Mercado de trabalho

Emprego formal em São Paulo fica estagnado no primeiro trimestre

Levantamento da Fundação Seade, com base no Caged, mostra pequena variação nos três primeiros meses do ano. Em comparação com igual período de 2014, indústria e construção civil fecham vagas

Antono Cruz/Agência Brasil
Construção Civil

Construção civil eliminou 51.705 (-6,1%) vagas no trimestre

São Paulo – O emprego formal no estado de São Paulo ficou estagnado nos três primeiros meses de 2015, em comparação com o último trimestre do ano passado. O saldo foi de 5.458 postos de trabalho com carteira assinada, o que mostra estabilidade. Na comparação com o primeiro trimestre de 2014, são eliminados 110.502 vagas, queda de 0,9%, com destaque para a indústria de transformação (especialmente o segmento metal-mecânico) e a construção civil. Os dados fazem parte de levantamento divulgado hoje (15) pela Fundação Seade, ligada ao governo estadual, com base em informações do Cadastro Geral de Empregados e Desempregados (Caged), do Ministério do Trabalho e Emprego.

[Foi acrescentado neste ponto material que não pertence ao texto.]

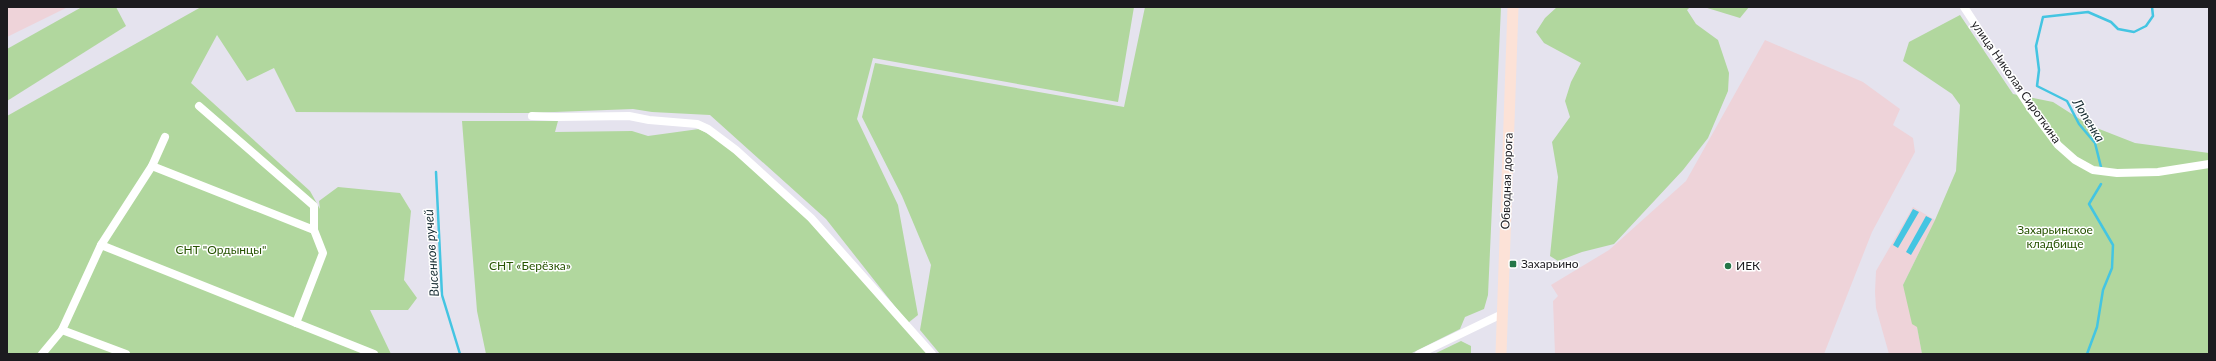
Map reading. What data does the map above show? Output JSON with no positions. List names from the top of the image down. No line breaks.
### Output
{"streets":{"main road":["Обводная дорога"],"street":["улица Николая Сироткина"]},"water":["Лопенка","Висенков ручей"],"parks":["Захарьинское кладбище","СНТ \"Ордынцы\"","СНТ «Берёзка»"],"places":{"transit":["Захарьино"],"other":["ИЕК"]}}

O estado representa 31% das vagas formais no país. Em números absolutos, fechou março com um total de 12,8 milhões, metade (6,2 milhões) no setor de serviços. O comércio/reparação de veículos reúne 2,8 milhões e a indústria, 2,6 milhões.

Em relação ao primeiro terço de 2014, a indústria fechou 139.334 postos de trabalho, uma queda de 5,1% – a retração chega a 7,3% no segmento metal-mecânico (no qual se inclui a área automobilística), que fechou 78.764 vagas formais. A construção civil eliminou 51.705 (-6,1%) e o setor agropecuário, 15.888 (-4,7%). Os serviços abriram 85.200 empregos, crescimento de 1,4% – em todo o estado.

Na região metropolitana, que concentra mais da metade (53,4%) dos empregos no estado, o emprego formal ficou estável (menos 2.549 vagas) na comparação com o último trimestre de 2014 e teve leve recuo (-0,3%, ou menos 21.472 postos de trabalho) ante o primeiro período do ano passado. A indústria de transformação fechou 57.650 vagas (-5,3%), também com destaque para o segmento metal-mecânico (-7,6%, ou menos 35.610 empregos).

O setor de serviços cresceu 1,6%, o correspondente a um acréscimo de 61.247 vagas. A construção civil caiu 6,2% (menos 31.194) e o comércio subiu 0,5% (6.590).

Apenas na região do ABC, que concentra 6,2% dos empregos no estado, o levantamento aponta queda de 0,7% na comparação com o quarto trimestre do ano passado e de 2,4% ante o primeiro. São 19.130 vagas cortadas em relação ao início de 2014, sendo mais da metade na área metal-mecânica: 10.967 (-7,7%). A região tem 792 mil postos de trabalho formais.